Chapter 8 ~ Helaan Napas
Mengalahmu bukan berarti kau tak mampu.
Kau menghindar, bukan berarti lari dari kenyataan.
Dan saat kau pergi, bukan berarti kau ingin sendiri.
Karena nyatanya, ada banyak hati yang harus kau jaga, supaya tak tersakiti.
(Birendra Sadhana)
🍁🍁🍁
Semalam, Ganesh menyusul Birendra ke kamarnya. Sang adik tidak kembali setelah pamit untuk merapikan barang bawaan kakaknya itu.
"Bi, makan malam sudah siap," ujar Ganesh saat memasuki kamar adiknya.
Birendra menoleh lantas mengembalikan pandangan pada laptop di hadapannya. "Bi masih kenyang, Mas. Kalian lanjut saja makan malam. Ayah dan mama tidak akan kesepian karena Zio sudah menemani mereka."
"Yakin sudah kenyang?" Ganesh mencoba mengalihkan pembicaraan, karena dia paham adiknya itu memendam rasa iri pada Zio. "Nanti magnya kambuh kalo telat diisi," bujuknya sekali lagi.

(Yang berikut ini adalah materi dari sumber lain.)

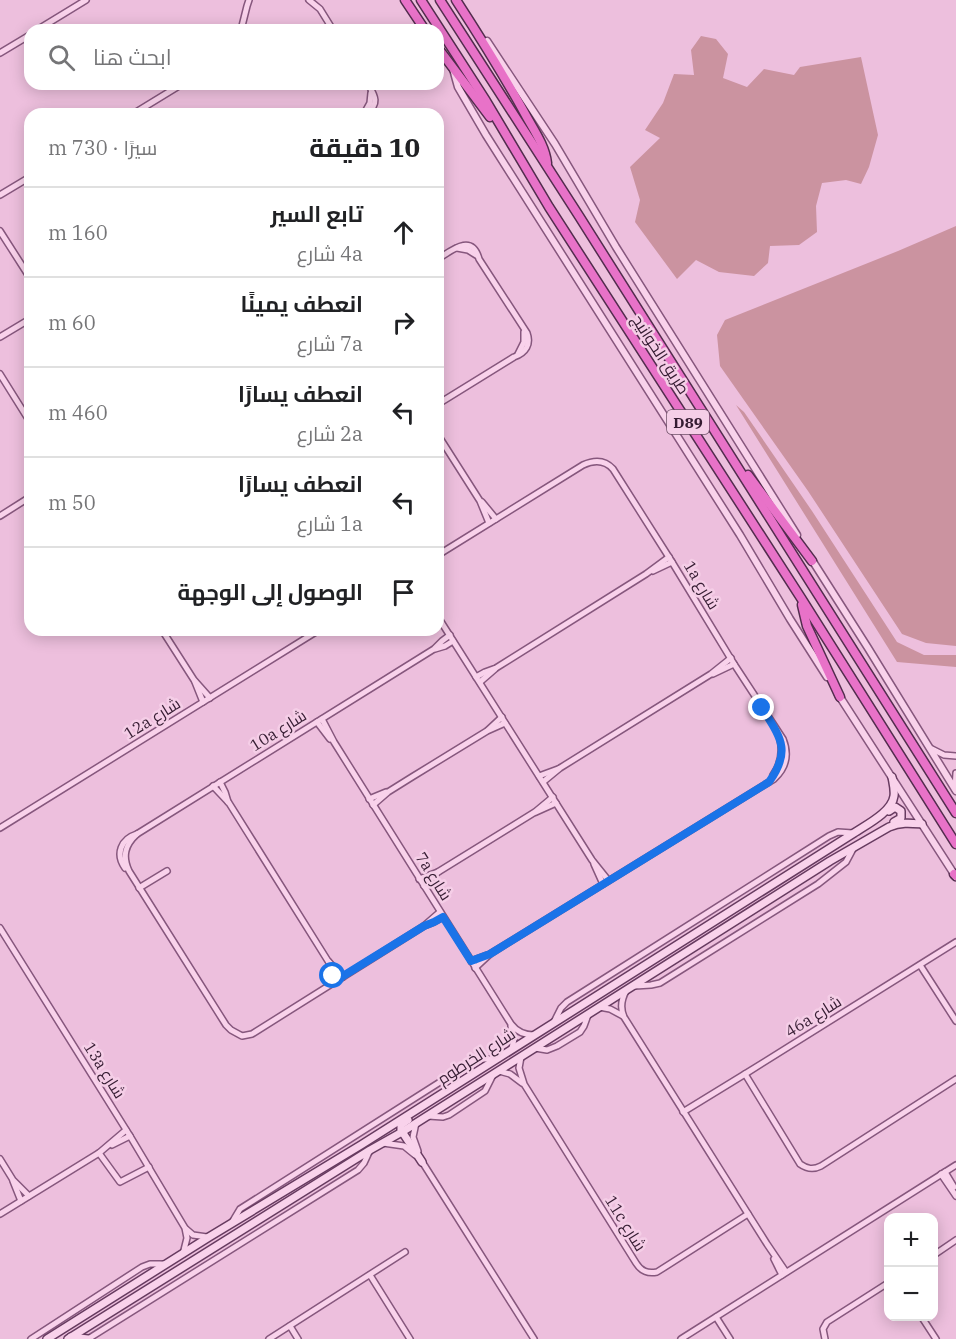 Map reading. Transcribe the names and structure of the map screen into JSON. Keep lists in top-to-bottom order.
{
  "streets": {
    "highway": ["طريق الخوانيج", "D89"],
    "main road": ["شارع الخرطوم"],
    "street": [
      "1a شارع",
      "12a شارع",
      "10a شارع",
      "7a شارع",
      "46a شارع",
      "13a شارع",
      "11c شارع"
    ]
  },
  "crossings": [
    ["10a شارع", "7a شارع"],
    ["شارع الخرطوم", "11c شارع"]
  ],
  "page": {
    "search": "ابحث هنا",
    "heading": ["10 دقيقة", "سيرًا · 730 m"],
    "list": [
      ["تابع السير", "4a شارع", "160 m"],
      ["انعطف يمينًا", "7a شارع", "60 m"],
      ["انعطف يسارًا", "2a شارع", "460 m"],
      ["انعطف يسارًا", "1a شارع", "50 m"],
      "الوصول إلى الوجهة"
    ],
    "map_buttons": ["+", "−"]
  }
}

"Nggak akan, Mas. Tadi sebelum pulang Bang Radit ngajak makan bakso. Mm ..., sekalian sampaikan pada ayah, Bi sudah dapat pekerjaan, jadi editor lepas. Sebenarnya sudah sejak tiga minggu kemarin, sih! Kalau ditanya kenapa baru bilang, ya karena mulai malam ini sampai beberapa minggu ke depan sudah banyak naskah masuk untuk Bi kerjakan."

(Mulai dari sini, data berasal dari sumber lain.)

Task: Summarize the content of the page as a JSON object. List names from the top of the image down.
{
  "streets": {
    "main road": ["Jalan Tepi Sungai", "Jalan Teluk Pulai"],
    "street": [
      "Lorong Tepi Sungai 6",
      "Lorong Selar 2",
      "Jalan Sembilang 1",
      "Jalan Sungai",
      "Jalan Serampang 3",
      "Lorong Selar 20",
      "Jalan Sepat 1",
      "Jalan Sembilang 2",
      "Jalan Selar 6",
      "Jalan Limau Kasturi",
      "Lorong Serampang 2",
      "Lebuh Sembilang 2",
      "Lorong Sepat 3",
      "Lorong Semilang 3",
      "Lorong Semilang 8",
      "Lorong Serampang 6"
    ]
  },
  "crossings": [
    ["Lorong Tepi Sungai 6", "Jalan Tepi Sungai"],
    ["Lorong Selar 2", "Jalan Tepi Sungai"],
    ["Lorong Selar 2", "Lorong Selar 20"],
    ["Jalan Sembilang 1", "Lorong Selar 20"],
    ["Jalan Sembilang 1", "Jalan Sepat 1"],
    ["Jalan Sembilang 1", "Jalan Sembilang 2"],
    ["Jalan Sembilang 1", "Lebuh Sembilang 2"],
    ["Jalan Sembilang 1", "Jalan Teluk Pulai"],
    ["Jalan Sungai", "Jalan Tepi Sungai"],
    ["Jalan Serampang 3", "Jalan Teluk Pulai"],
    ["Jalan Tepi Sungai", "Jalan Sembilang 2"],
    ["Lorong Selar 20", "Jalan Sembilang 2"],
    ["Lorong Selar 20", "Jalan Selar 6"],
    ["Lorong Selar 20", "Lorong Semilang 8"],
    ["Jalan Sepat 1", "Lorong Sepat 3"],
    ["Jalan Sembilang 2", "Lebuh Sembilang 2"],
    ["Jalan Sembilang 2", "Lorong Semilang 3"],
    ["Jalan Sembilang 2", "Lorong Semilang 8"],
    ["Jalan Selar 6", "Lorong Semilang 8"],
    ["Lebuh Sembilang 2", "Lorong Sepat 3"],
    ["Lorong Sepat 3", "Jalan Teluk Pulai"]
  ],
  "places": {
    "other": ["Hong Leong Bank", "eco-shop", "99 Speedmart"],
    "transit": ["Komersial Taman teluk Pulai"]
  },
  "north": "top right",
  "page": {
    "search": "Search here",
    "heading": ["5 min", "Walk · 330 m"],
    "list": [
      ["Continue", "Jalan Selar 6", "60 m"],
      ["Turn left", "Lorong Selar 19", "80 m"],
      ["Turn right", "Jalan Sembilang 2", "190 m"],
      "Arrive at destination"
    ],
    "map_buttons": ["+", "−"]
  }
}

Ganesh hanya mengangguk, diam-diam dia bangga pada kegigihan adiknya ini untuk mandiri. Berbeda dengan dirinya, ketika baru menyandang gelar sarjana sudah menuruti kemauan ayahnya. Sehingga tak banyak kesulitan yang dia hadapi.

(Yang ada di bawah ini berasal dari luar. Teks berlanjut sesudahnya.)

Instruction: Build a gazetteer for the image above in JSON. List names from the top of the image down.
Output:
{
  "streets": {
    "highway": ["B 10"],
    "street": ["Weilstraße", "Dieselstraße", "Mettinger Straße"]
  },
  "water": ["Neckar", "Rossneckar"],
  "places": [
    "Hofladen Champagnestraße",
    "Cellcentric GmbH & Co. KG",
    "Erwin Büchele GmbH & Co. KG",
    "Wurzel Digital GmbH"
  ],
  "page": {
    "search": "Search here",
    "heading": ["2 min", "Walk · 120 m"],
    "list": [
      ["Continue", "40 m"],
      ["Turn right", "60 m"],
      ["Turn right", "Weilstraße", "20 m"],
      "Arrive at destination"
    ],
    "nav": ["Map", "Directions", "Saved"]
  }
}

"Ok, nanti Mas sampaikan! Jangan terlalu lelah. Tubuhmu juga butuh istirahat. Nanti biar Mas minta mama untuk membawa kudapan sebagai teman bekerja."
"Nggak usah, Mas! Bi masih punya keju slice." Birendra mengangkat bungkus biru dan menunjukkan pada kakaknya.
"Dasar! Penggila keju."
"Bukan, Mas, aku penggila susu! Eh ..., olahan susu maksudnya. Nggak usah nggeplak juga kali, Mas, sakit! Keluar gih dari kamarku!" gerutu Birendra saat jitakan sang kakak itu mendarat di kepalanya.
"Hm ..., Mas bakal keluar dari sini, tapi jawab dulu pertanyaan dari Mas Ganesh dengan cepat!"
"Apa?"
"Bi, awan, warna?"
"Putih!"
"Kertas, warna?"
"Putih!"
"Kapas, warna?"
"Putih!"
"Pocong, warna?"
"Putih, lah!"
"Kalo sapi minum?"
"Susu!"
"Bego! Sapi minum air, dodol!" Ganesh melenggang pergi dan meninggalkan Birendra berpikir keras.
Birendra masih mencerna apa yang diucapkan kakaknya, seketika dia menepuk jidatnya sendiri. "Bayi sapi bener minum susu, kalo sapi dewasa minumnya air! Iya 'kan, Mas? Anak bungsu keluarga Wardhana itu menoleh ke arah kakaknya.
"Lah, kapan perginya? Kek jelangkung aja sih, Mas?"
🍁🍁🍁
Pagi ini Birendra menuruni tangga dengan tergesa. Dia bergegas menuju ruang makan dan tidak menemukan mamanya di sana. Biasanya sang mama akan berkutat di meja makan, tetapi kali ini tidak ada.
"Ma? Bi mau berangkat ke sekolah! Ma ..., Mama?"
Mamanya menuruni tangga dengan terburu-buru dan segera menghampiri Birendra di meja makan.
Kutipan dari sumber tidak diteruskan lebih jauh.